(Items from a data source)

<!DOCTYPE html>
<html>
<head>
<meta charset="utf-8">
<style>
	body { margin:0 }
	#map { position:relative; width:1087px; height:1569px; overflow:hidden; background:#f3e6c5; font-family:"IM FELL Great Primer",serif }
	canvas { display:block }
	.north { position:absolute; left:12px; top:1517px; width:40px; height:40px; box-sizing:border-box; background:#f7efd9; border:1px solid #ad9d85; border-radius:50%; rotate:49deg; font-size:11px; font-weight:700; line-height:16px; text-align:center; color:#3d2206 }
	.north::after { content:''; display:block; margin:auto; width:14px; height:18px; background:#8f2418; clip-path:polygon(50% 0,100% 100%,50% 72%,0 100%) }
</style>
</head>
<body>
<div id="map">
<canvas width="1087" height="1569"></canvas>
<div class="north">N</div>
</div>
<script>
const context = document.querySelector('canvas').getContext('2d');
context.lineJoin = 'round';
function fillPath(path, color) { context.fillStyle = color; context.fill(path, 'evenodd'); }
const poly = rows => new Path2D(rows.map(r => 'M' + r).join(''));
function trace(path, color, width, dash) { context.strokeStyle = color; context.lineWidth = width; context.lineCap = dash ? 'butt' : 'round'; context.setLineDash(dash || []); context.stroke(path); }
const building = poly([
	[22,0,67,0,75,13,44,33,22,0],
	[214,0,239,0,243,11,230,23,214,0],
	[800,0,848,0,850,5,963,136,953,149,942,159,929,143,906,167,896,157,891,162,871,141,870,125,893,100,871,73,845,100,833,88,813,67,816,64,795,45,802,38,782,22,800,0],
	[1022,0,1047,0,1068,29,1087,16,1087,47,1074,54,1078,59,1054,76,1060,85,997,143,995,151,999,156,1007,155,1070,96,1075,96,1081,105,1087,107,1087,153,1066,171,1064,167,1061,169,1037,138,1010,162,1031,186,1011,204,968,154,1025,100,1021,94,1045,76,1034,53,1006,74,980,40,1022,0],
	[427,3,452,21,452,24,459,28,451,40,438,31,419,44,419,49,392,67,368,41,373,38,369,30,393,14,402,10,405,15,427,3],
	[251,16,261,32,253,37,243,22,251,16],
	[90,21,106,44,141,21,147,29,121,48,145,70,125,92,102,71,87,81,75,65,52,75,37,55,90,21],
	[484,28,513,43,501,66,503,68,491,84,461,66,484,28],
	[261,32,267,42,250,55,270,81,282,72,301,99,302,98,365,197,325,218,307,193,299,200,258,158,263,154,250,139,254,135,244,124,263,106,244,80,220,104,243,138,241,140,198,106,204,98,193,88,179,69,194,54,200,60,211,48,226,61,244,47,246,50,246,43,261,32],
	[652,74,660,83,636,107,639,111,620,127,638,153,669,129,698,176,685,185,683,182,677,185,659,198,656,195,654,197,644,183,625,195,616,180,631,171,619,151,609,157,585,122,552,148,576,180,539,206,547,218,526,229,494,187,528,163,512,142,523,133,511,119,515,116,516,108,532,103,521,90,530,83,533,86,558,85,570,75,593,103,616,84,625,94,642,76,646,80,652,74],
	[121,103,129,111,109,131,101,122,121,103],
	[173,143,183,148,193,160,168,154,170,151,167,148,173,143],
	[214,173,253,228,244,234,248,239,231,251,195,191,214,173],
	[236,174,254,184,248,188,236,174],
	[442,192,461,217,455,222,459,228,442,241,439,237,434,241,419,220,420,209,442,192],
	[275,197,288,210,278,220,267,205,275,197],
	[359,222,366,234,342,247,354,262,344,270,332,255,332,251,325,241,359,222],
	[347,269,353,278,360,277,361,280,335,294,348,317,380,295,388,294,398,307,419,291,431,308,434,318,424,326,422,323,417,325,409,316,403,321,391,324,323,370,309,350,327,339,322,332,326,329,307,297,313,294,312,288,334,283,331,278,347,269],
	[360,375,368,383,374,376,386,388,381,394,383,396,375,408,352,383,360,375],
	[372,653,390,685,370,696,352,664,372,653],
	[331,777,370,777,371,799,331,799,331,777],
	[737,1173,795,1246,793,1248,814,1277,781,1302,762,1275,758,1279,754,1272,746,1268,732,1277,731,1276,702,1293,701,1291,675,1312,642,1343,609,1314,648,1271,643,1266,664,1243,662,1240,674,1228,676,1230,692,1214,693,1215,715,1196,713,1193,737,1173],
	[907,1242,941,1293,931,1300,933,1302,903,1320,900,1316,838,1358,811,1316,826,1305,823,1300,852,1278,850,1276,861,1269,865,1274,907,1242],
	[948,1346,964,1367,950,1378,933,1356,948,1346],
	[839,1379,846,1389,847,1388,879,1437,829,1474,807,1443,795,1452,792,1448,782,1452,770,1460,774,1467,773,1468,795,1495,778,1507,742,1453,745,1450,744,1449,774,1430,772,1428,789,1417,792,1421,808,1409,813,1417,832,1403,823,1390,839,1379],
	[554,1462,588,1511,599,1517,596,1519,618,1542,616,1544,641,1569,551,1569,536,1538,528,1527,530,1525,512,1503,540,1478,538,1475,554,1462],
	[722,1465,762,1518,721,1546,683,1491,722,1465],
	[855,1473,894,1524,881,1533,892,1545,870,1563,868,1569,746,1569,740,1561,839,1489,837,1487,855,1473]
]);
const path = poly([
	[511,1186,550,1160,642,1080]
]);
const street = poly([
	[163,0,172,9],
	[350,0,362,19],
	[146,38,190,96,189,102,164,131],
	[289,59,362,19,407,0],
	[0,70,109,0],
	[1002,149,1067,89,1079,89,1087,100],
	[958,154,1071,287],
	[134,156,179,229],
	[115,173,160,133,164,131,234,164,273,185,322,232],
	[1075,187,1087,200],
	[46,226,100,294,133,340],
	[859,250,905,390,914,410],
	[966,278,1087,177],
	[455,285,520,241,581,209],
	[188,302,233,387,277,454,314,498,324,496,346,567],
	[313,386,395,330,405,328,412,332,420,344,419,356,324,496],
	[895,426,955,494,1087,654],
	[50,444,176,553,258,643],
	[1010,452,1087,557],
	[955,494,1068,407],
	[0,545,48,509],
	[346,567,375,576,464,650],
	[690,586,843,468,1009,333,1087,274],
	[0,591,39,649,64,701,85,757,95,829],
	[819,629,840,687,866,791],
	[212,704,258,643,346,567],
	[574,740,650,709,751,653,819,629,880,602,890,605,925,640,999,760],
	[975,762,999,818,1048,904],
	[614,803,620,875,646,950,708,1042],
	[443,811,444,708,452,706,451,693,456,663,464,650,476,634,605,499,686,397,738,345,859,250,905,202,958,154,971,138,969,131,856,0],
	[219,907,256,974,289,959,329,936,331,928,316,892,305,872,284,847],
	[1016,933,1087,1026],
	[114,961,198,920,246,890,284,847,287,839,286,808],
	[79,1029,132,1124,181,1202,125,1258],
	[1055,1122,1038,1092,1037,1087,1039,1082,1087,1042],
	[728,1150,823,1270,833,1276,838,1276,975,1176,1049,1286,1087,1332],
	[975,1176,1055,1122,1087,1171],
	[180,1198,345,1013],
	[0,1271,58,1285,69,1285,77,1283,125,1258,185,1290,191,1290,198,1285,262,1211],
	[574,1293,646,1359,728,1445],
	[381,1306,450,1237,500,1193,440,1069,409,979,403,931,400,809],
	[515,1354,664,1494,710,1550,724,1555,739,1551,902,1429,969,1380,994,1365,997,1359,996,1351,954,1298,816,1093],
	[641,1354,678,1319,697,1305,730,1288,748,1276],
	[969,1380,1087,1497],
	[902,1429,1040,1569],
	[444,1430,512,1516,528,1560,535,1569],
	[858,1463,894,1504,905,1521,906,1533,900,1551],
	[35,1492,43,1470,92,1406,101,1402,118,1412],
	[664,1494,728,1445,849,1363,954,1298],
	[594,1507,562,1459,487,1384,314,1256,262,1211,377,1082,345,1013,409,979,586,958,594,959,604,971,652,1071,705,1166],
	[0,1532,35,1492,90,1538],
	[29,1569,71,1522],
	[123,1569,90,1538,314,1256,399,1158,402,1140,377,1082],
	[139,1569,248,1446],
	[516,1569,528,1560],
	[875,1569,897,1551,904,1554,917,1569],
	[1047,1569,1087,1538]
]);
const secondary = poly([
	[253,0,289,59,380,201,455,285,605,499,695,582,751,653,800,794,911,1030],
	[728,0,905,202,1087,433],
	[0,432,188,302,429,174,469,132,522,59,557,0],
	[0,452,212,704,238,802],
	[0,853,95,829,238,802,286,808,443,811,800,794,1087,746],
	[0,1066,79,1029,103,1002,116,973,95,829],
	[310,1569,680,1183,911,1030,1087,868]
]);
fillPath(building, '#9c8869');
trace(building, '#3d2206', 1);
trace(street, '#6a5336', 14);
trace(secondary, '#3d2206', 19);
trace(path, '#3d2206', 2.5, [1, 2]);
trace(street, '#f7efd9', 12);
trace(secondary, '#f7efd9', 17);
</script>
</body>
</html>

Task details: Nothing but the lines from the top of the entries above through the line with "function fillPath(path, color)" should be set down, each exactly as written.

Solution for this task:
<!DOCTYPE html>
<html>
<head>
<meta charset="utf-8">
<style>
	body { margin:0 }
	#map { position:relative; width:1087px; height:1569px; overflow:hidden; background:#f3e6c5; font-family:"IM FELL Great Primer",serif }
	canvas { display:block }
	.north { position:absolute; left:12px; top:1517px; width:40px; height:40px; box-sizing:border-box; background:#f7efd9; border:1px solid #ad9d85; border-radius:50%; rotate:49deg; font-size:11px; font-weight:700; line-height:16px; text-align:center; color:#3d2206 }
	.north::after { content:''; display:block; margin:auto; width:14px; height:18px; background:#8f2418; clip-path:polygon(50% 0,100% 100%,50% 72%,0 100%) }
</style>
</head>
<body>
<div id="map">
<canvas width="1087" height="1569"></canvas>
<div class="north">N</div>
</div>
<script>
const context = document.querySelector('canvas').getContext('2d');
context.lineJoin = 'round';
function fillPath(path, color) { context.fillStyle = color; context.fill(path, 'evenodd'); }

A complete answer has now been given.